**TASK DIRECTIONS**
Using the listing below, keep only the lines with the word "labels" and copy them.

**DATA PROVIDED**
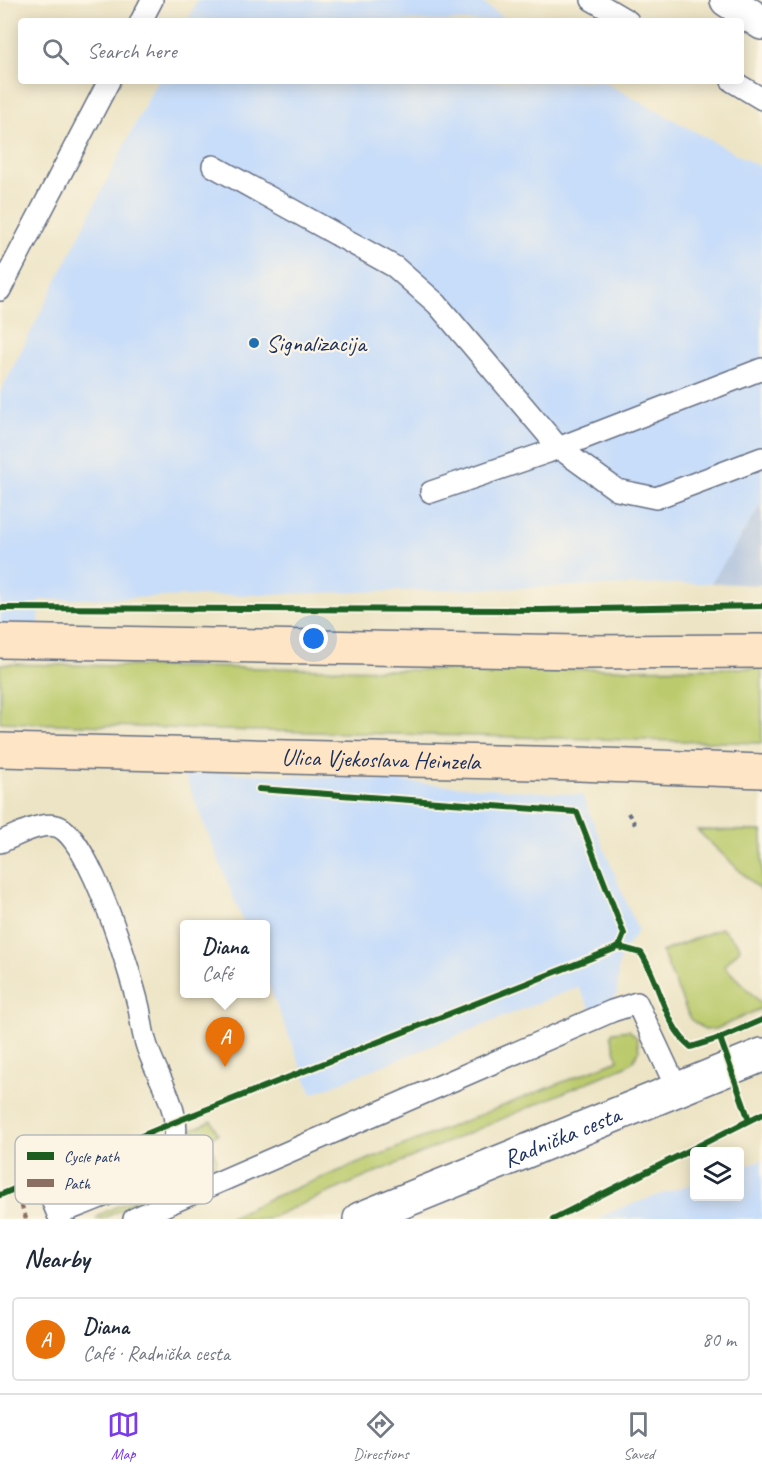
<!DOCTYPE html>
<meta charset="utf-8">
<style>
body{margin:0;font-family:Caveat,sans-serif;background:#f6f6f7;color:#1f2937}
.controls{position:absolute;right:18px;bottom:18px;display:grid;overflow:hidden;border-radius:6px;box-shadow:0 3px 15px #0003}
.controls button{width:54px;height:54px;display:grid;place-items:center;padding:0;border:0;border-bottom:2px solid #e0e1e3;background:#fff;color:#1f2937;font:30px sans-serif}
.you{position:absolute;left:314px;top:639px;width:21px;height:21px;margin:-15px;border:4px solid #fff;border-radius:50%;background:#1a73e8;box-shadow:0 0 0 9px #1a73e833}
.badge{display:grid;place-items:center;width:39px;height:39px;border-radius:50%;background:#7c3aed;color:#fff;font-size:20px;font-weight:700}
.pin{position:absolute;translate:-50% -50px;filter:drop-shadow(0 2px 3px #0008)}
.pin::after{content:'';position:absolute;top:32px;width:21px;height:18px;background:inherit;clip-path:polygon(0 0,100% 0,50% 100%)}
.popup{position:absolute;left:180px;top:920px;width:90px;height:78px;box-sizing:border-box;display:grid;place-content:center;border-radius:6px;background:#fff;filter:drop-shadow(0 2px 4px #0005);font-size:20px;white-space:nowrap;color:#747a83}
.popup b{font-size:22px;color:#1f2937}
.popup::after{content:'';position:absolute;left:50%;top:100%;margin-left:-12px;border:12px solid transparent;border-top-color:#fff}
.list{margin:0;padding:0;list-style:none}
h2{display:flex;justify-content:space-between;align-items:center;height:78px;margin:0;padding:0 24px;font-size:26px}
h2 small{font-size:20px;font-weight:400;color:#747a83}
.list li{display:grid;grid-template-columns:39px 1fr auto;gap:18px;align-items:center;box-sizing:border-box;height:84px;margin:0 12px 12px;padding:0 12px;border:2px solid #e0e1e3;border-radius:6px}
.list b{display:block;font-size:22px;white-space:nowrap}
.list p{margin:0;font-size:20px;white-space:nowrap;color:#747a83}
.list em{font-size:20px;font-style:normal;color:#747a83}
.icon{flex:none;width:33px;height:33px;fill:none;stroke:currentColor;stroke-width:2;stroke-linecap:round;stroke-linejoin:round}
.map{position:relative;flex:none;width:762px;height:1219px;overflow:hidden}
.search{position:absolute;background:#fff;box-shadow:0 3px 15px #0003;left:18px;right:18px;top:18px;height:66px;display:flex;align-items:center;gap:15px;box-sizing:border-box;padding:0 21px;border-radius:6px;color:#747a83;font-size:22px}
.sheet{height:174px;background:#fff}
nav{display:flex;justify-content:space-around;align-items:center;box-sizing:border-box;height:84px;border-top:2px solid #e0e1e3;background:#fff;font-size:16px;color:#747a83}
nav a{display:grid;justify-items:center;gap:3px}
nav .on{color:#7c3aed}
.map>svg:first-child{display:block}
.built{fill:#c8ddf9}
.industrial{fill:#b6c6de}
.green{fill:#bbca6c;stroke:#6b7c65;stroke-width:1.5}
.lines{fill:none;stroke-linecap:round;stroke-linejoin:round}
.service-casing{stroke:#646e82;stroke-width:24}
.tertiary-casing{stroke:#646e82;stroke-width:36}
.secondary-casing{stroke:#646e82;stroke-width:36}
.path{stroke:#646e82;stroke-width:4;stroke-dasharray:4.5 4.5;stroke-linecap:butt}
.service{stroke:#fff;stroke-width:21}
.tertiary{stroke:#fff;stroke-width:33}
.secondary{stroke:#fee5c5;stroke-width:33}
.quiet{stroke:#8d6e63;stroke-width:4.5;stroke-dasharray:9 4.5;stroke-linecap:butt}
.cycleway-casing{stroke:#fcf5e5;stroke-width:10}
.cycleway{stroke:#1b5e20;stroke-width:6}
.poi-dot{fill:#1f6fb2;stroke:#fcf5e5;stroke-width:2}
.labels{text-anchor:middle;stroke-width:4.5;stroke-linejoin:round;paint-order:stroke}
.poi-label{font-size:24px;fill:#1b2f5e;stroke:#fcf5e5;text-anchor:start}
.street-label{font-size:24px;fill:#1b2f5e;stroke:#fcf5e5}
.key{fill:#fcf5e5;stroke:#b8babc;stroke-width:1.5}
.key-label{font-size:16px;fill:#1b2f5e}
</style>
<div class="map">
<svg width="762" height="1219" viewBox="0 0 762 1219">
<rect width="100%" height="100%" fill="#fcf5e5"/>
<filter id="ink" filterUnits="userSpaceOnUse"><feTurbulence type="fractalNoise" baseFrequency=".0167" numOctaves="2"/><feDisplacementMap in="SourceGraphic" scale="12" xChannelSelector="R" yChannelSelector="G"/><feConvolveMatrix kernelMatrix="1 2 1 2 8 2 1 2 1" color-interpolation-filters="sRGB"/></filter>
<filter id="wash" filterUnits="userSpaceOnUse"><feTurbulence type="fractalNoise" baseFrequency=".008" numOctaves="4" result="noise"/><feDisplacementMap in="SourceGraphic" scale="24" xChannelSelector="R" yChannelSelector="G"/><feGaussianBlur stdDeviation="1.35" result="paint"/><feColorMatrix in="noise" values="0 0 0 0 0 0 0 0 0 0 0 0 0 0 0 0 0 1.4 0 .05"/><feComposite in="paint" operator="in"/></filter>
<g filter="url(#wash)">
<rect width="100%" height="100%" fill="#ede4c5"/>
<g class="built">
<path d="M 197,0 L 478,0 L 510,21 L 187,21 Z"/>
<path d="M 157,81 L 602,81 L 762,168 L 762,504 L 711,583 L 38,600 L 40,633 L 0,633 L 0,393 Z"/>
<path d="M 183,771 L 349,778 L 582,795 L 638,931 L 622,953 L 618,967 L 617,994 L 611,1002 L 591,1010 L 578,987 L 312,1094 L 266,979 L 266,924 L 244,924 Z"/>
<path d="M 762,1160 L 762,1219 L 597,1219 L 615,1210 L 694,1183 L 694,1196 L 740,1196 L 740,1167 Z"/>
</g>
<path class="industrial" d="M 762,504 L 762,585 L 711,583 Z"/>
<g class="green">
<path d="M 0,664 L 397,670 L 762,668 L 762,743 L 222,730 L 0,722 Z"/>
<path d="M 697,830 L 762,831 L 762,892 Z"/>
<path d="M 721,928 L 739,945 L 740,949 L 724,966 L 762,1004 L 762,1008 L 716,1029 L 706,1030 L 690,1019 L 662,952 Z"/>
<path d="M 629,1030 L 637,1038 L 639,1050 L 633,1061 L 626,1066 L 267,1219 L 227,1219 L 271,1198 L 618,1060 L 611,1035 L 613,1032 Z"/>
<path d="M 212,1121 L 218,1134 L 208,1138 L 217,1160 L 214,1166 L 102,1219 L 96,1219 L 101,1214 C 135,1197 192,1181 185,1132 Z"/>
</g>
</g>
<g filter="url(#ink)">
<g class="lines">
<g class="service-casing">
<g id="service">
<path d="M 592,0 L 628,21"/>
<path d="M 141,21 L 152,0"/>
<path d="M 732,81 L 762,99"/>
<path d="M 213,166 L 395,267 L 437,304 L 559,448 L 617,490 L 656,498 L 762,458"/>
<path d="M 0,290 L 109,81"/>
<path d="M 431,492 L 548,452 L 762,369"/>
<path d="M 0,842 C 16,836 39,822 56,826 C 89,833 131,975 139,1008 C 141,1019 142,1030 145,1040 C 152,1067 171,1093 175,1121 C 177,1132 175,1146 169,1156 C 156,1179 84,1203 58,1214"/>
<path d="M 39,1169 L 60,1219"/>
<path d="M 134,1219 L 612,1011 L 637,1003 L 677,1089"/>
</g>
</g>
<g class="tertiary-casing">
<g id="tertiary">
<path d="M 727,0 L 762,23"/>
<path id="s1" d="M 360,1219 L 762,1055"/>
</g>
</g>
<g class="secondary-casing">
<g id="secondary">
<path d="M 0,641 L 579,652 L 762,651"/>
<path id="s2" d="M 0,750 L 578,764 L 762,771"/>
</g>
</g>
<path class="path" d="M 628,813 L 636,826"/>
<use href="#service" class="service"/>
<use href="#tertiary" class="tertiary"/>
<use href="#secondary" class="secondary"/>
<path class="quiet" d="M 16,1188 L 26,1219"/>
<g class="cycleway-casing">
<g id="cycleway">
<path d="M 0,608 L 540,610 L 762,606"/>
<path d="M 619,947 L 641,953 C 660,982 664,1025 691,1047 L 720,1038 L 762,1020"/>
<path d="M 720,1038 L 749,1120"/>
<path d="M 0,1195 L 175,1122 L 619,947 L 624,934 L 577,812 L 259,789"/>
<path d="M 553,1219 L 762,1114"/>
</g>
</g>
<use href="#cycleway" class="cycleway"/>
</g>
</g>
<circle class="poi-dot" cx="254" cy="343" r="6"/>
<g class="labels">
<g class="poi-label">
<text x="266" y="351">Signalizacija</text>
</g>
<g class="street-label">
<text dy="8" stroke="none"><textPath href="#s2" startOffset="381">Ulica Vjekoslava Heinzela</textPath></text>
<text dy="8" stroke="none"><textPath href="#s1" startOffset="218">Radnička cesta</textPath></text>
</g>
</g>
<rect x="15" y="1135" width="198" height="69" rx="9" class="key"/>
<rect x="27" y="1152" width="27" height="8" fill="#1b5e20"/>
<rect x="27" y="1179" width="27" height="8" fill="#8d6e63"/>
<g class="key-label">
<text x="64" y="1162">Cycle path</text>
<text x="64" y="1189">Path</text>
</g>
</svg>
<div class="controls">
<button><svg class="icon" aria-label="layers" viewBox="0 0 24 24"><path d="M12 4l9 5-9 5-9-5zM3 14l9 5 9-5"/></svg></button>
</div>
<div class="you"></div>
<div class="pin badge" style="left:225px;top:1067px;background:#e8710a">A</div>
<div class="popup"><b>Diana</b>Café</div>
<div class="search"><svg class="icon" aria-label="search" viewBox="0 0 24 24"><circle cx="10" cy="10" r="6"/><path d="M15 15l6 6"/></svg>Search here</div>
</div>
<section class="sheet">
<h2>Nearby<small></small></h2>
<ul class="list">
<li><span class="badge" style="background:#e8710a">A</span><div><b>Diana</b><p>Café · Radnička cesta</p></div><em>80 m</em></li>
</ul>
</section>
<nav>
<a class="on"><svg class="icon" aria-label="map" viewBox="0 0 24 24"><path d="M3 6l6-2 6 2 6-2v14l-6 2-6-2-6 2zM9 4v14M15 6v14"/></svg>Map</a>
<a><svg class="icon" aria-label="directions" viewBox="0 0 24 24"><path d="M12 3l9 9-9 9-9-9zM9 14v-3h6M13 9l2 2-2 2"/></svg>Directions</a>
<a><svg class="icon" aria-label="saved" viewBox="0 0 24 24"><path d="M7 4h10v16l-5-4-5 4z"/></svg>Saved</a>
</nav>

**RESULT OF THE TASK**
.labels{text-anchor:middle;stroke-width:4.5;stroke-linejoin:round;paint-order:stroke}
<g class="labels">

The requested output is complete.